Segment Open
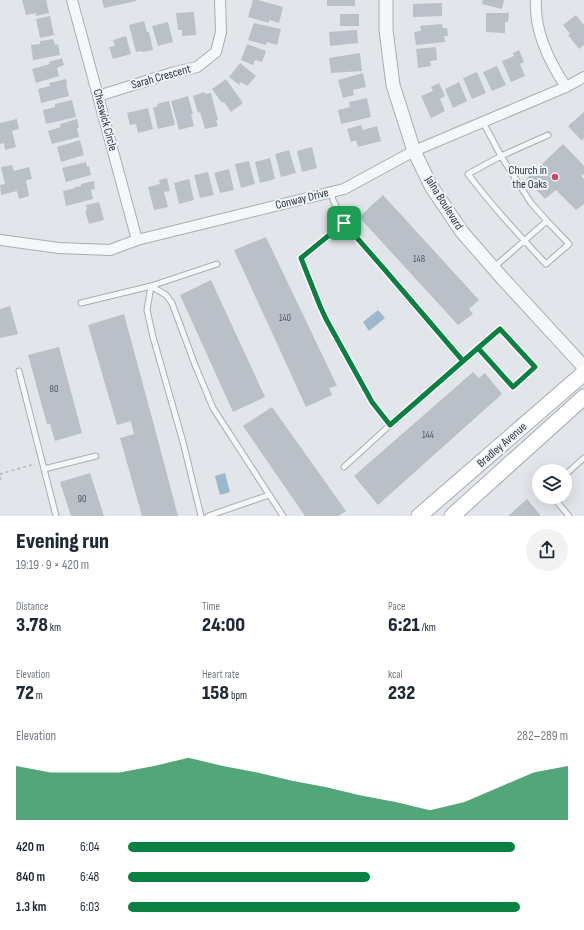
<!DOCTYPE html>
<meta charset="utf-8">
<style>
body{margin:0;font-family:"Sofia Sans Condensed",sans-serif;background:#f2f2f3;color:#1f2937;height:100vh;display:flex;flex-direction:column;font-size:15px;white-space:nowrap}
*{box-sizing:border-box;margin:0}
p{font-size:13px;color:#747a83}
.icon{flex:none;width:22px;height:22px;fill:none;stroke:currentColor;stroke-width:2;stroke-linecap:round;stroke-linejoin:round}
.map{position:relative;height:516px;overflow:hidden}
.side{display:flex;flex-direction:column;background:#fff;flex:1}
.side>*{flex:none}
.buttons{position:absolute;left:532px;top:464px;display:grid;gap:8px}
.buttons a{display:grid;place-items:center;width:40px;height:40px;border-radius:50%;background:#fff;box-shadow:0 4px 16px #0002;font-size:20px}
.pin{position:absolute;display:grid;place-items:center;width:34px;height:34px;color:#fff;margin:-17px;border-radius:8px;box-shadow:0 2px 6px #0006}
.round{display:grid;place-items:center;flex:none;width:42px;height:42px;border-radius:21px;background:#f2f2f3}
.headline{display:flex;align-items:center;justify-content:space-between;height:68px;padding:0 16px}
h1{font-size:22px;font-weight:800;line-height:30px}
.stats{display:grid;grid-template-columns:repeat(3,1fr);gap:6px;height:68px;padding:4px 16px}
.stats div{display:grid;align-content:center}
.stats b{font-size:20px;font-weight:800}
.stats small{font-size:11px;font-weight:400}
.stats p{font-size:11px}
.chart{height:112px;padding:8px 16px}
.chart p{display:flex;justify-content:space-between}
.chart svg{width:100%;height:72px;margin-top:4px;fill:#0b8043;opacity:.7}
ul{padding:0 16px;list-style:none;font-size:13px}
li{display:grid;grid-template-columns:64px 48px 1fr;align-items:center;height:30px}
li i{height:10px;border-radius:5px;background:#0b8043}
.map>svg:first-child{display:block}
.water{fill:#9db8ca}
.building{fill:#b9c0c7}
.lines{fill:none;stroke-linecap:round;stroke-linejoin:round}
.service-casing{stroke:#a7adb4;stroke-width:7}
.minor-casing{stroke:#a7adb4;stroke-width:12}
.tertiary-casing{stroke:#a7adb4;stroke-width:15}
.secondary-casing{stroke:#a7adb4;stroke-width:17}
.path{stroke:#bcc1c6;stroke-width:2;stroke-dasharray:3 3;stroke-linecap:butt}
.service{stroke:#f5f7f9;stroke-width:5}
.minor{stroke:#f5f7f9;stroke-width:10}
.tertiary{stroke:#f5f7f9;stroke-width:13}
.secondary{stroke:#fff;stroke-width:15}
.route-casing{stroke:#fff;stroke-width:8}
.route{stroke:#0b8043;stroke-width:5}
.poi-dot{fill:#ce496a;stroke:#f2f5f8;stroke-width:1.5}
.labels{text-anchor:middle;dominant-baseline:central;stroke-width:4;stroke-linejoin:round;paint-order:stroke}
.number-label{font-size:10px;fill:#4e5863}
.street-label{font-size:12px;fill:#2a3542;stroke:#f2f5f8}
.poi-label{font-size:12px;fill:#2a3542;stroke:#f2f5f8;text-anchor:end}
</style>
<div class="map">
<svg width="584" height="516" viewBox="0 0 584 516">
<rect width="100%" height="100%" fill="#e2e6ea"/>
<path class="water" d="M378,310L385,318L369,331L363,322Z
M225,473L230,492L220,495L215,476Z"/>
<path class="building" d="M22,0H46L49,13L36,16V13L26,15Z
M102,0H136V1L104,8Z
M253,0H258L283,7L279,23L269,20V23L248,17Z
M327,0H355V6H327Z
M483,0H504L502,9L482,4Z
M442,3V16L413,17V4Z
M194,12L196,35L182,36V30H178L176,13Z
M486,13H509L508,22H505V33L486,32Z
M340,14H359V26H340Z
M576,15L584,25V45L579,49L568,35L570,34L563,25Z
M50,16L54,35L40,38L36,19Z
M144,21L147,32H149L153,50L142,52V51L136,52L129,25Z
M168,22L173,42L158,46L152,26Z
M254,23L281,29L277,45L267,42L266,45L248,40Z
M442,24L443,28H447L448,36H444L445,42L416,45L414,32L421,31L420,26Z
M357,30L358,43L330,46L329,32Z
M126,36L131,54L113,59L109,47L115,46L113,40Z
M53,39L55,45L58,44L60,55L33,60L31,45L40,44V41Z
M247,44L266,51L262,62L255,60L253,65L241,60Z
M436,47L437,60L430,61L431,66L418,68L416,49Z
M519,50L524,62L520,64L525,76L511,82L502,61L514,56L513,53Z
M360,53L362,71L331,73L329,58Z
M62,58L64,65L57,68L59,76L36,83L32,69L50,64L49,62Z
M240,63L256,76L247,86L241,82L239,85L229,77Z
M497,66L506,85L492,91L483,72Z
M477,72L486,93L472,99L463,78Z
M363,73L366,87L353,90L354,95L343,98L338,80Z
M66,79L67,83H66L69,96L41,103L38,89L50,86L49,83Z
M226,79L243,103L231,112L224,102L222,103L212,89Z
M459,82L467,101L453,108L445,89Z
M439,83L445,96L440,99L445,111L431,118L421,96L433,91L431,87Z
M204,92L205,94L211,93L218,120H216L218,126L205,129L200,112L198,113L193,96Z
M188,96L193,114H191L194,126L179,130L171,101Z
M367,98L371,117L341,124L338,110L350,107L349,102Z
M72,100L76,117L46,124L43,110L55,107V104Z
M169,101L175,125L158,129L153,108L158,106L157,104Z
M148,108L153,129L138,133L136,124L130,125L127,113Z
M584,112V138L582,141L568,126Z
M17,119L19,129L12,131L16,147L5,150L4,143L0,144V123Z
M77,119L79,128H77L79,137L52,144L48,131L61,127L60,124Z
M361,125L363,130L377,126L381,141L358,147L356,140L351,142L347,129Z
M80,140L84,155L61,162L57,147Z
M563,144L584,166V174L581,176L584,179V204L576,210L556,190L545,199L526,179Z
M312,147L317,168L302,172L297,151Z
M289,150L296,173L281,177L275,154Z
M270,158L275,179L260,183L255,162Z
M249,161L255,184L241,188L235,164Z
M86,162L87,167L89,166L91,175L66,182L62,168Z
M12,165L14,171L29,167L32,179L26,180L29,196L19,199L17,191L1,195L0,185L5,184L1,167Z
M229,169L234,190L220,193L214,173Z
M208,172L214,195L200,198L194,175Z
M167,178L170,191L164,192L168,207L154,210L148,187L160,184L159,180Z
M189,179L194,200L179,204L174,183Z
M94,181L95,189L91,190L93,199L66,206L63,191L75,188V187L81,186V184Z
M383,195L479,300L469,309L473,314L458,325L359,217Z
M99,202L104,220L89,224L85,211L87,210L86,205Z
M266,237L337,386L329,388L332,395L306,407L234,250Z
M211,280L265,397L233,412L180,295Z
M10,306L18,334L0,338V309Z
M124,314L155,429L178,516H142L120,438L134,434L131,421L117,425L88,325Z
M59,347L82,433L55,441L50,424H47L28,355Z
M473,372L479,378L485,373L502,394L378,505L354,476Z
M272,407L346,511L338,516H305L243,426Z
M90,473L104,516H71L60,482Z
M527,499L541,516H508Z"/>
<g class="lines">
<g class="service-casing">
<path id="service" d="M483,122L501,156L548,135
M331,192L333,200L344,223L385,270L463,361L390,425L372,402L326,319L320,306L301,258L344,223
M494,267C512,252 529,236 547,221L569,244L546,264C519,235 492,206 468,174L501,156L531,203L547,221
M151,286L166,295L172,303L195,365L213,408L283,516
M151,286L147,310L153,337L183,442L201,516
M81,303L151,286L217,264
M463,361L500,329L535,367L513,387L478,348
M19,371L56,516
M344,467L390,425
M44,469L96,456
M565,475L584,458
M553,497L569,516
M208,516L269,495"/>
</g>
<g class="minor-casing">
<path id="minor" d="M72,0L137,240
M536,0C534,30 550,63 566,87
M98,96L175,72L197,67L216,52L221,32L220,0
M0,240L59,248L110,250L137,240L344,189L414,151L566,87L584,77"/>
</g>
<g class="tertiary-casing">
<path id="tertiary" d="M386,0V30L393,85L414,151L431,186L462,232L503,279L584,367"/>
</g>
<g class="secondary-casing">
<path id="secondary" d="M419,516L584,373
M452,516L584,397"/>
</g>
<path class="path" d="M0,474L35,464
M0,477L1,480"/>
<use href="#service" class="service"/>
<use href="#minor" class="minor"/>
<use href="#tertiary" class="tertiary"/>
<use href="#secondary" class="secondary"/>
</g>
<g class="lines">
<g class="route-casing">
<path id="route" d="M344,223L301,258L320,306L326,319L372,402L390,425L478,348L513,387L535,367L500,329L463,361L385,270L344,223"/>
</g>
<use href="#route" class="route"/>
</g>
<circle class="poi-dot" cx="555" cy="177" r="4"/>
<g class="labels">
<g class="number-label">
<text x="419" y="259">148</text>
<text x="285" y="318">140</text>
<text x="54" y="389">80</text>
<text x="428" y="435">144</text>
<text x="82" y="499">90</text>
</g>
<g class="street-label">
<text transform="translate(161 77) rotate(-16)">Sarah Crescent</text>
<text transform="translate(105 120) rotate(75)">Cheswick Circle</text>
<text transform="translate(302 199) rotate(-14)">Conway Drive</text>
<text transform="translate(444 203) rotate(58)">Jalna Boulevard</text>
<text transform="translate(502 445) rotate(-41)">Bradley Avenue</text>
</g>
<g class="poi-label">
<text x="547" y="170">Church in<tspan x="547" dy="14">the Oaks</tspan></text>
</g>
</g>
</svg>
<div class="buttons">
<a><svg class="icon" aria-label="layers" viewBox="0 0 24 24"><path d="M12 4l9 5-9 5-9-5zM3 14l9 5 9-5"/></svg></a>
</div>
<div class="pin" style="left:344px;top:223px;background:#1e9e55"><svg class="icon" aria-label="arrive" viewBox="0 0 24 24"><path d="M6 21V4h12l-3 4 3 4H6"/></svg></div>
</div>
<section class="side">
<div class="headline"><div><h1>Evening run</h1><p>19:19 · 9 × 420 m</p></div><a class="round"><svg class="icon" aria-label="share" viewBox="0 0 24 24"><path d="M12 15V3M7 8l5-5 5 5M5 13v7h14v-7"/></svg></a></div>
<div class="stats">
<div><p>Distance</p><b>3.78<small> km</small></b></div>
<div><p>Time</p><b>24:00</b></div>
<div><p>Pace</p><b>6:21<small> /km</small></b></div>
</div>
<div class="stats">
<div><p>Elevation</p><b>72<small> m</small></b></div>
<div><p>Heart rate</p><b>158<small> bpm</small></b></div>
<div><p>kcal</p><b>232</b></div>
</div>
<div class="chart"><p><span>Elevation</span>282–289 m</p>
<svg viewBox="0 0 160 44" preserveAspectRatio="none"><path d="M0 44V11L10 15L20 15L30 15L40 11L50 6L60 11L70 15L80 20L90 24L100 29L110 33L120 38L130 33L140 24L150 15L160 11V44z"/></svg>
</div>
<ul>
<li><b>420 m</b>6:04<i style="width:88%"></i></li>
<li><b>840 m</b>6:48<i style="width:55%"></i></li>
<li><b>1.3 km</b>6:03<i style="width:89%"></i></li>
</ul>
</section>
Segment Closed
Exercise instructions. Scan the listing above for the word "position" and copy every line that holds it.

Result of the exercise.
.map{position:relative;height:516px;overflow:hidden}
.buttons{position:absolute;left:532px;top:464px;display:grid;gap:8px}
.pin{position:absolute;display:grid;place-items:center;width:34px;height:34px;color:#fff;margin:-17px;border-radius:8px;box-shadow:0 2px 6px #0006}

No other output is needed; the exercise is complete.